Posted in Africa, Autobiography, Books, Europe, Media Archive, Monographs, United Kingdom on 2022-01-18 02:55Z by Steven

The Space Between Black and White

Jacaranda Books
2020-03-03
Paperback ISBN: 9781913090128

Esuantsiwa Jane Goldsmith

This unique #TwentyIn2020 memoir sheds light on Esuantsiwa Jane Goldsmith’s journey as a feminist and political activist. The book illuminates her inner journey of self-discovery and uncovers truths that could help a growing community of mixed-race people struggling to find their own space in the world.

Illuminating her inner journey growing up mixed-race in Britain, Esua Jane Goldsmith’s unique memoir exposes the isolation and ambiguities that often come with being ‘an only’.

Raised in 1950s South London and Norfolk with a white, working-class family, Esua’s education in racial politics was immediate and personal. From Britain and Scandinavia to Italy and Tanzania, she tackled inequality wherever she saw it, establishing an inspiring legacy in the Women’s lib and Black Power movements.

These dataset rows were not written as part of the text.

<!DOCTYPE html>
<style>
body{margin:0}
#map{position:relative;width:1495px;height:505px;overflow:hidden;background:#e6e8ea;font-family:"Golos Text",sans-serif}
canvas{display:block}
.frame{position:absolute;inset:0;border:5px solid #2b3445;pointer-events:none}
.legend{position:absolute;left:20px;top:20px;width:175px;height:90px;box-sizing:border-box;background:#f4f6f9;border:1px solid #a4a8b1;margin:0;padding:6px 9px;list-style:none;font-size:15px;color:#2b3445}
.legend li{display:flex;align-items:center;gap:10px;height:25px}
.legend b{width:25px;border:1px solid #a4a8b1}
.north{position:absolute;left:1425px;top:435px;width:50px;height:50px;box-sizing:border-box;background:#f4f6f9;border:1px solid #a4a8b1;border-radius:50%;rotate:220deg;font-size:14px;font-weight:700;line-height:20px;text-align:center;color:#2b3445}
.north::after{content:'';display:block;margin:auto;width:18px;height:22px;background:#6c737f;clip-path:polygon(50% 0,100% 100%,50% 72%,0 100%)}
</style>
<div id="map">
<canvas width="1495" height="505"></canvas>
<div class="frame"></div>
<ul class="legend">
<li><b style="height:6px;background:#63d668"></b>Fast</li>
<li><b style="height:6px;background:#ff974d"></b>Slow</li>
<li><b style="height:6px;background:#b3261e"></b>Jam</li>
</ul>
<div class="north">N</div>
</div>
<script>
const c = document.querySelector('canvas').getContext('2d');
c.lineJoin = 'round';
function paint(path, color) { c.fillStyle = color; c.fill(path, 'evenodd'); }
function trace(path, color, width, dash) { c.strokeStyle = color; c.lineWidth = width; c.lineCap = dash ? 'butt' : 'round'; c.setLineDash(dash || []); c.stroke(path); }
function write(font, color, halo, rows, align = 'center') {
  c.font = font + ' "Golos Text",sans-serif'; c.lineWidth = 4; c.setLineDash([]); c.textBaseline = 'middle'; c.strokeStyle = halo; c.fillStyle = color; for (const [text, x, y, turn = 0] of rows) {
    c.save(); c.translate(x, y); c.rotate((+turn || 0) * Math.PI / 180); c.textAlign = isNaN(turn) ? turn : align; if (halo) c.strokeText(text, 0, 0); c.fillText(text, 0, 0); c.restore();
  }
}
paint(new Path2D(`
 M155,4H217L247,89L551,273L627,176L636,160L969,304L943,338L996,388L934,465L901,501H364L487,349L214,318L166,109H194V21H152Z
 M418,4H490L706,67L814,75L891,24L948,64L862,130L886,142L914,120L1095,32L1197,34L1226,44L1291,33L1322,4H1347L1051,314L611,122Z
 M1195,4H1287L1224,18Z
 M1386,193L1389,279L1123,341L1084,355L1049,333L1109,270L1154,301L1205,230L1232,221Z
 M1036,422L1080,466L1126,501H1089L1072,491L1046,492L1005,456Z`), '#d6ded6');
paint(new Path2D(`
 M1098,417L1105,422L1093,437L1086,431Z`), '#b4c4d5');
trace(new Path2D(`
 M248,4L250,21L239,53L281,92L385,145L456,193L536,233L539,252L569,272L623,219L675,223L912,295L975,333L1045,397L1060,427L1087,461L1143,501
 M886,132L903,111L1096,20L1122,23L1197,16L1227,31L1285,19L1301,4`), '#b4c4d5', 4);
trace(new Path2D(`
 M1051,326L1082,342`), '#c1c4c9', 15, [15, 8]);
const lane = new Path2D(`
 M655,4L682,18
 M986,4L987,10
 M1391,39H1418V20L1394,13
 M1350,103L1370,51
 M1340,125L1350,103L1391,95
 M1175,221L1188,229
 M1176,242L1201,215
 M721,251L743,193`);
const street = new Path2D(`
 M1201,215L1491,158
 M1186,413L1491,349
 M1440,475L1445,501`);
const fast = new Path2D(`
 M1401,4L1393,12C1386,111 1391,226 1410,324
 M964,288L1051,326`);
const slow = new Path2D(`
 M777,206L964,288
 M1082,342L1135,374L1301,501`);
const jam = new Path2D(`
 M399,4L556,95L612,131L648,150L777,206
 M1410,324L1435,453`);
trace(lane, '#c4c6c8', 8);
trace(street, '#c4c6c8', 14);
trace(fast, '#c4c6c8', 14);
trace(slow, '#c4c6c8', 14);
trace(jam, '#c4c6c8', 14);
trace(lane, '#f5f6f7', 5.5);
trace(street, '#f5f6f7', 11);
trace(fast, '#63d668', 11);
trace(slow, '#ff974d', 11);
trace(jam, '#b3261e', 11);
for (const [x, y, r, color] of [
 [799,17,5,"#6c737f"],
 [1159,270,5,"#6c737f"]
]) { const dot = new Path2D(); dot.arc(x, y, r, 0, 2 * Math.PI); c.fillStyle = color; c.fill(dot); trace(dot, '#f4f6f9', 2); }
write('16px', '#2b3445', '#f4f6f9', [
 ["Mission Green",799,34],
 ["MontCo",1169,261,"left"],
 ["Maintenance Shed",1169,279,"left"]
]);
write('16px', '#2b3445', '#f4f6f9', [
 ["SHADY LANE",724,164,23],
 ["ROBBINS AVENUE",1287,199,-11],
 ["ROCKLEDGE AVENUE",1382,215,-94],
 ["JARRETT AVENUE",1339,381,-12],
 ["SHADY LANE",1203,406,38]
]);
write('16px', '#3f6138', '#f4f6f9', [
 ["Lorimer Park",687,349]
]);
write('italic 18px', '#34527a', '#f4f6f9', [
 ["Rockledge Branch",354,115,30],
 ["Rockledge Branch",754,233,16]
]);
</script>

Plagued by questions of her heritage and the inability to locate all pieces of herself, she embarks on a journey to Ghana to find the father who may have the answers.

A tale of love, comradeship, and identity crises, Esua’s rise to the first Black woman president of Leicester University Students’ Union and Queen Mother of her village, is inspiring, honest, and full of heart.